Core Data for iOS: Part 2 – Fetching and creating objects

This article builds upon the last week’s blog post on Core Data. In the Part 1 of the series I explained what the Core Data stack is and how to create a data model for a simple application. This article goes one step further and shows how to extract and display the data from the persistent store and create or delete records.

Introducing NSFetchResultController

Core Data may not be a database strictly speaking, but the objects it handles are nonetheless structured in a similar way to records in database tables. Each object can be considered a record, its attributes are equivalent to table fields and the relationships with other Core Data objects are also appear as properties.

It is thus natural to display same type of Core Data objects in a UITableView. To make things easier for the developer, Apple provides the NSFetchedResultsController class, which acts like the data source for the table view. The main benefits of using a fetched results controller are the ability to inform the table view about the updates that occur in the data store and the caching feature that improves the data polling performance. It also allows to write a lot less code than if we had to handle the data polling manually.

UITableView for Core Data objects

The project sample for this article can be downloaded on GitHub. It reuses the Publisher – Book – Author data model built for the previous article. The project bundle contains a pre-populated SQLite file that will be used as the persistent store for the Core Data stack.

Our first goal is to display the data using table views and NSFetchedResultsController. Because the Core Data entities are linked to each other to form a data tree, we can embed the table views in a navigation controller and browse the data one level at a time. On the main screen we will display the list of Publishers and, for each Publisher, we will show on a second screen the list of books they published. We will use NSFetchedResultsController to extract the data and display it both table views.

Open Xcode and create a single view application with support for Core Data:

xcode project with core data support

Remove from the project file tree the source files we don’t need: ViewController.h and ViewController.m. Also delete the .xcdatamodeld file automatically created by Xcode and I add instead the data model definition file from the previous blog post. If you create the project from scratch, feel free to replace the default data model file with the one you copy from the sample project.

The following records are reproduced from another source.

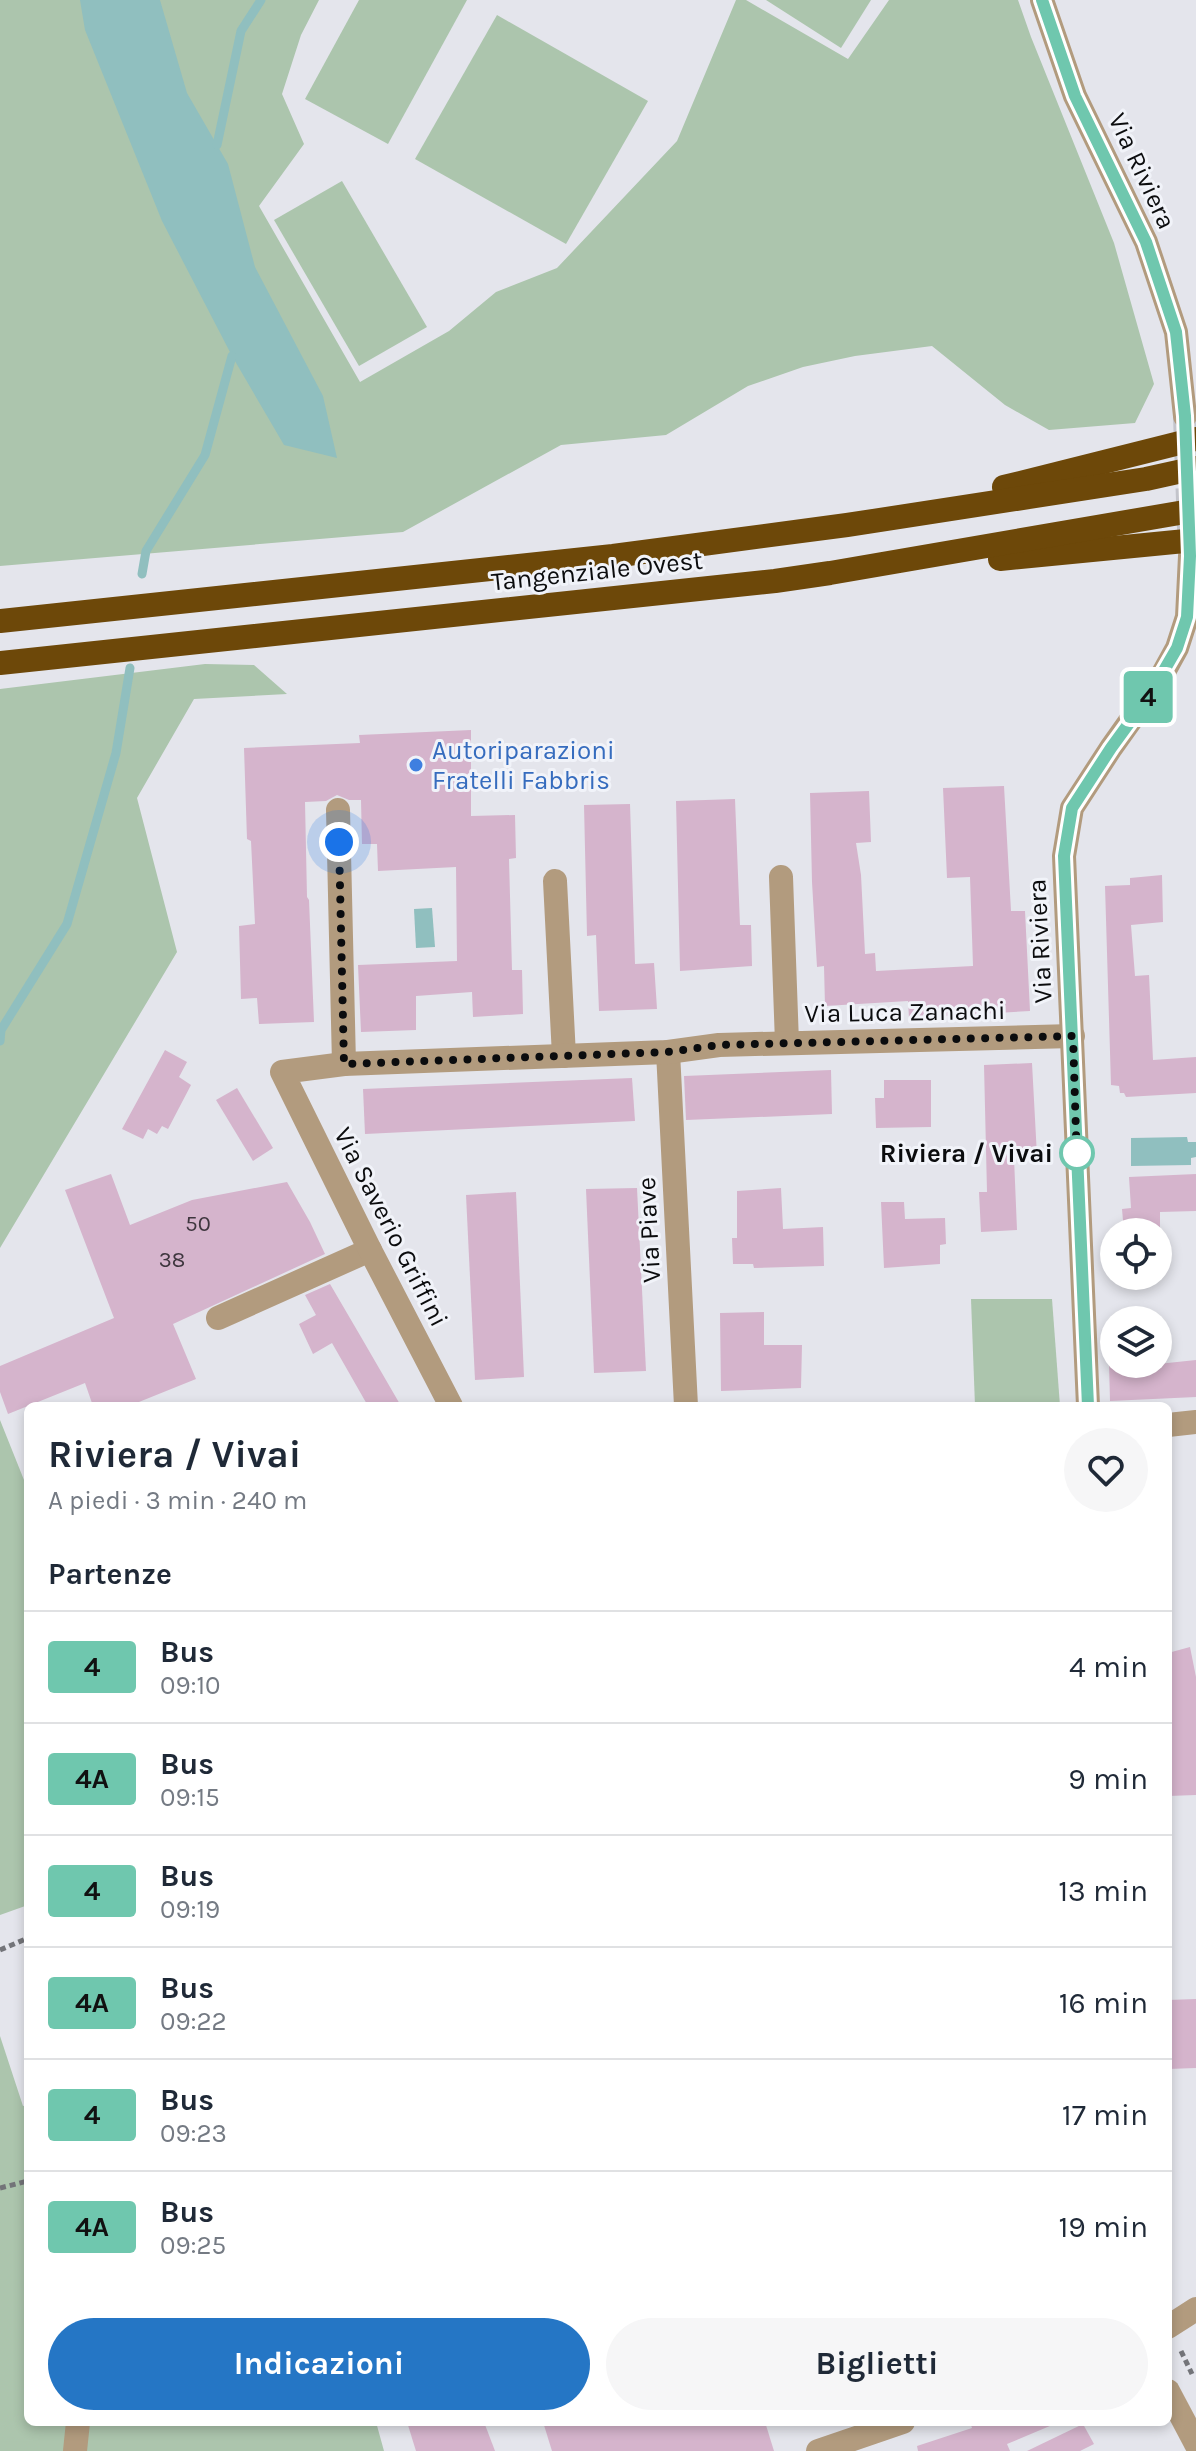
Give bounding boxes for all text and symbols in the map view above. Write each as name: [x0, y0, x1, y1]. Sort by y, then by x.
street label: Via Riviera: [1102, 108, 1182, 234]
street label: Tangenziale Ovest: [490, 544, 704, 598]
line badge: 4: [1122, 671, 1174, 723]
text: 4: [1140, 680, 1156, 713]
place label: Autoriparazioni Fratelli Fabbris: [432, 735, 615, 796]
marker: Autoriparazioni Fratelli Fabbris: [407, 756, 425, 774]
your location: [319, 822, 359, 862]
street label: Via Riviera: [1021, 878, 1059, 1004]
street label: Via Luca Zanachi: [804, 995, 1006, 1029]
street label: Via Saverio Griffini: [327, 1122, 455, 1332]
marker: Riviera / Vivai: [1060, 1136, 1094, 1170]
place label: Riviera / Vivai: [880, 1138, 1053, 1169]
street label: Via Piave: [631, 1176, 667, 1284]
house number: 50: [185, 1211, 211, 1237]
map controls: [1100, 1218, 1172, 1378]
button: locate: [1100, 1218, 1172, 1290]
house number: 38: [159, 1247, 185, 1273]
button: layers: [1100, 1306, 1172, 1378]
button: heart: [1064, 1428, 1148, 1512]
text: Riviera / Vivai: [48, 1432, 301, 1477]
text: A piedi · 3 min · 240 m: [48, 1485, 307, 1516]
text: Partenze: [48, 1556, 172, 1592]
text: Bus: [160, 1634, 214, 1670]
text: 4 min: [1069, 1649, 1148, 1685]
text: 4: [84, 1650, 100, 1683]
text: 09:10: [160, 1670, 221, 1701]
text: Bus: [160, 1746, 214, 1782]
text: 9 min: [1068, 1761, 1148, 1797]
text: 4A: [75, 1762, 109, 1795]
text: 09:15: [160, 1782, 220, 1813]
text: Bus: [160, 1858, 214, 1894]
text: 13 min: [1058, 1873, 1148, 1909]
text: 4: [84, 1874, 100, 1907]
text: 09:19: [160, 1894, 220, 1925]
text: Bus: [160, 1970, 214, 2006]
text: 16 min: [1059, 1985, 1148, 2021]
text: 4A: [75, 1986, 109, 2019]
text: 09:22: [160, 2006, 227, 2037]
text: Bus: [160, 2082, 214, 2118]
text: 17 min: [1062, 2097, 1148, 2133]
text: 4: [84, 2098, 100, 2131]
text: 09:23: [160, 2118, 227, 2149]
text: Bus: [160, 2194, 214, 2230]
text: 19 min: [1058, 2209, 1148, 2245]
text: 4A: [75, 2210, 109, 2243]
text: 09:25: [160, 2230, 226, 2261]
button: Indicazioni: [48, 2318, 590, 2410]
button: Biglietti: [606, 2318, 1148, 2410]

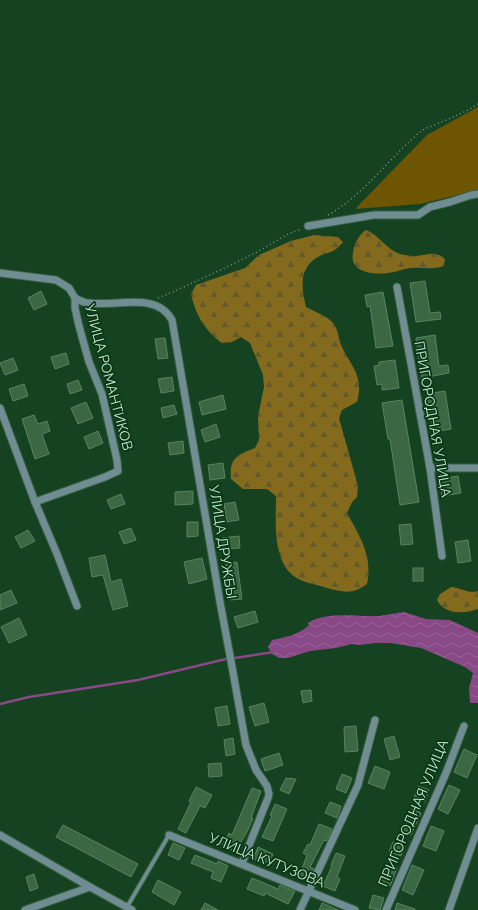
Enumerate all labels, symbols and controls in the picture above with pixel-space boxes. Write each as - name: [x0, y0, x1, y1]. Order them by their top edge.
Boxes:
- street label: УЛИЦА РОМАНТИКОВ: [82, 302, 136, 452]
- street label: ПРИГОРОДНАЯ УЛИЦА: [411, 340, 455, 499]
- street label: УЛИЦА ДРУЖБЫ: [206, 484, 240, 600]
- street label: ПРИГОРОДНАЯ УЛИЦА: [375, 737, 451, 889]
- street label: УЛИЦА КУТУЗОВА: [207, 829, 328, 891]

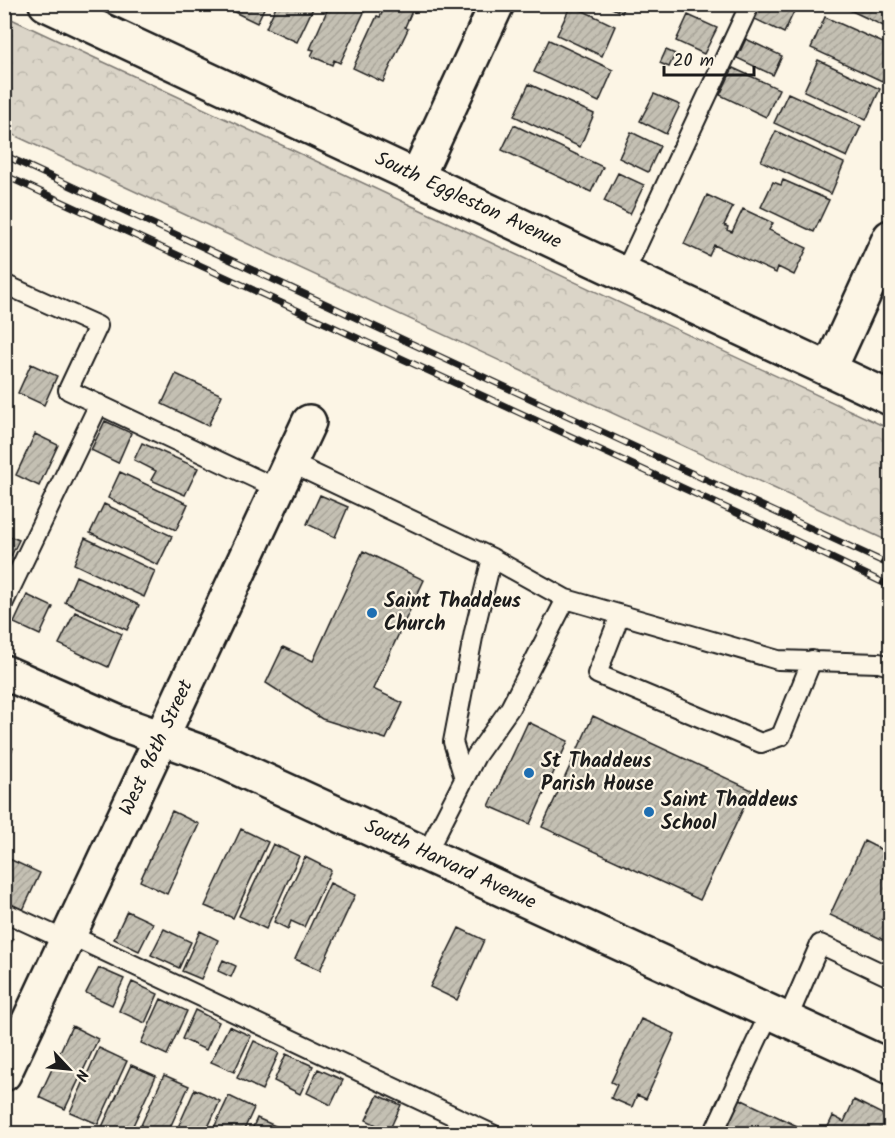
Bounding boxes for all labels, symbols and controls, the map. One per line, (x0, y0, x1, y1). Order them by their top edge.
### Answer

Open the Main.storyboard file and delete the default view controller, then drag and drop an UITableViewController from the Object library. Select the table view controller, open the Editor menu and click on Embed In / Navigation Controller option. Xcode adds a navigation controller to the storyboard and initializes its root view controller with the table view controller we previously added. Finally, select the navigation controller and make it the Initial view controller in the Attributes inspector:

publishers table view controller embedded in navigation controller

We need custom UITableViewController sub-classes for the tableviews. Create the PublishersTableViewController class which inherits from UITableViewController; remove the commented code from the default implementation file and associate the class to the table view controller in the storyboard:

custom table view controller sub-class

The data source for the publishers table view will be a NSFetchedResultsController that polls the information from the Core Data managed context and provides it to the table view.

The NSFetchedResultsController instance is initialized with a NSFetchRequest returning an array of Publisher managed objects.
The data can be filtered using an NSPredicate, but we want all the publishers to be displayed in the table view, so we will not use any predicate.
NSFetchedResultsController is able to sort the data by one or more entity attributes before providing it to the table view; for that, it uses the array of NSSortDescriptor objects passed to the sortDescriptors property. In our case, the publishers are sorted by their names.
The data can also be grouped by the values of a specific attribute of the fetched entity; the name of the attribute is provided in the sectionNameKeyPath argument of the NSFetchedResultsController initializer. The distinct values of the key path are subsequently used as the table view section names. In the project sample we don’t separate the publishers data in sections, but we will see how to implement this particular feature in the Part 3 of the Core Data series.

We use lazy instantiation to create the NSFetchedResultsController object; it is initialized using the public managedObjectContext property of the application delegate:

The communication between the NSFetchedResultsController and the table view is established through the data source protocol methods -numberOfSectionsInTableView:, -tableView:numberOfRowsInSection: and -tableView:cellForRowAtIndexPath::

Don’t forget to check in the Storyboard the reuse identifier for the table view cell prototype is set to “Cell” in the Attributes inspector.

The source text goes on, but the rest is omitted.